文献に基づくキスペプチンという物質の潜在的な影響の説明。(これは製品の説明ではありません。)

キスペプチンは、生殖の制御に重要な役割を果たす天然ペプチドホルモンである [1] 。視床下部-下垂体-性腺(HPG)軸のマスタースイッチとして働く。このシステムは脳の視床下部から始まり、視床下部はゴナドトロピン放出ホルモン(GnRH)と呼ばれるホルモンを放出する。GnRHは次に下垂体を刺激して、黄体形成ホルモン(LH)と卵胞刺激ホルモン(FSH)という2つのホルモンを分泌させます。この2つのホルモンは、男性では精子の生産に、女性では卵子の生産に不可欠なものです。

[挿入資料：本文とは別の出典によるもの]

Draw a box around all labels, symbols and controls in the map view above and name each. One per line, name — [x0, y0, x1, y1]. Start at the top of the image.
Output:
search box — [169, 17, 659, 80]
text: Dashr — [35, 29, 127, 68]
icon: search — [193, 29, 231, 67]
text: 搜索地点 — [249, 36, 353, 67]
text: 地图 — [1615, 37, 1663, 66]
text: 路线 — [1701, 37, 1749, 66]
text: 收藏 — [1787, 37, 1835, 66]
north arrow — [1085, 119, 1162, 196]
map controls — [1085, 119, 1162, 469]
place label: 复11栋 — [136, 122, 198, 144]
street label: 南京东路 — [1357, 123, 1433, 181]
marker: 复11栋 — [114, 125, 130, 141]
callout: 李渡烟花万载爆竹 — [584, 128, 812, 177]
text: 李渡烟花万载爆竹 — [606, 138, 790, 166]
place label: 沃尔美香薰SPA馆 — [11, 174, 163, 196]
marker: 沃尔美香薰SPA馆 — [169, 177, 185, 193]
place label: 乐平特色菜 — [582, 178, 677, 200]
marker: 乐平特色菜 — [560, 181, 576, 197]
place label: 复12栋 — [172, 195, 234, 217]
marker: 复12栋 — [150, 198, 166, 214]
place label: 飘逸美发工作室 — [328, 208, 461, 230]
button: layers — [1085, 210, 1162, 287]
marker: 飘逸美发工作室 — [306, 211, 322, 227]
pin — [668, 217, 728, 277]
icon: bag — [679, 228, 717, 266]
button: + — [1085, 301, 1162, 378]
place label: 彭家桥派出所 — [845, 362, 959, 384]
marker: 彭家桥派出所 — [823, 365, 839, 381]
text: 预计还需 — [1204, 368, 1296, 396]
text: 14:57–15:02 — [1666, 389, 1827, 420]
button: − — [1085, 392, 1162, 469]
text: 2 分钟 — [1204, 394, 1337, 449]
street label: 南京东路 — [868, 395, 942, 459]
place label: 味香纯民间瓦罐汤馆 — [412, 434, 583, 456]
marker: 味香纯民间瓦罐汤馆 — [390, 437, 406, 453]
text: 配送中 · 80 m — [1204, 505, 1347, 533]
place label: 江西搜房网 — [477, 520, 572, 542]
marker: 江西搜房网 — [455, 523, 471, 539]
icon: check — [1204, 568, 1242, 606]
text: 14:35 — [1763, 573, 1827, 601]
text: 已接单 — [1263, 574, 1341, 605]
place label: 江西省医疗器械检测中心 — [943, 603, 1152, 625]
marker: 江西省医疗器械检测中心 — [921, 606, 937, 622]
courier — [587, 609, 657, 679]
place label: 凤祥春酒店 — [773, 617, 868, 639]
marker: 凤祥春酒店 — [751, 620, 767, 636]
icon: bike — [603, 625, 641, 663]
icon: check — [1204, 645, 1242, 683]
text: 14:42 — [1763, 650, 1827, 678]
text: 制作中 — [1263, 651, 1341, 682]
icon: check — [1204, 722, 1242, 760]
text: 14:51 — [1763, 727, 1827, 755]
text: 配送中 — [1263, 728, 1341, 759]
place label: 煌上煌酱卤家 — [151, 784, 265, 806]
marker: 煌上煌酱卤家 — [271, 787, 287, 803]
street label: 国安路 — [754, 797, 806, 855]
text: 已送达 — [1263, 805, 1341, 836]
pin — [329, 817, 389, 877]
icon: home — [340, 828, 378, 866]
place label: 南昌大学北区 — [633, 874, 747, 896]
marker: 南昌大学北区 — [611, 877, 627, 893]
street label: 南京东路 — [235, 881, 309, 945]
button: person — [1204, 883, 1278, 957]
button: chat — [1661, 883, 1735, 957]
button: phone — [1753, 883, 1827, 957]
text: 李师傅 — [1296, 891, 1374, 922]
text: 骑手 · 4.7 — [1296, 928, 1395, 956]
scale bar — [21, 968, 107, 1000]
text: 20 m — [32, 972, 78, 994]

科学者たちは1996年、癌細胞株からキスペプチンを発見した[1, 2]。当初は癌の転移を抑制することが知られていた。KiSS-1は、チョコレートのキスで有名なペンシルベニア州ハーシーの町にちなんで名付けられた。その後、科学者たちは生殖に大きな役割を果たしていることを発見した。この新しい研究は、キスペプチンが生殖機能を調節していることを示唆している。代謝、気分、骨の強さ、心臓の健康、さらには受精卵が子宮に着床する能力にも影響を及ぼす可能性がある。このような幅広い作用があるため、キスペプチンは現在、生殖能力と全身の健康の両方を改善する治療法として研究されている。キスペプチンは、脳のGnRH産生ニューロン上に存在するGPR54(KISS1Rとしても知られる)と呼ばれる受容体に結合する [1, 2]。この結合がゴナドトロピン放出ホルモンの放出を誘発し、生殖ホルモンの連鎖が始まる。キスペプチンまたはその受容体が機能していないと、性成熟が始まらないことは、ヒトと動物の両方の研究で示されている。キスペプチンを産生するニューロンは、エストロゲンやテストステロンなどの性ホルモンや、レプチンやインスリンなどの代謝シグナルにも反応する。このため、キスペプチンは生殖能力と全体的なエネルギーバランスと健康を結びつけることができる。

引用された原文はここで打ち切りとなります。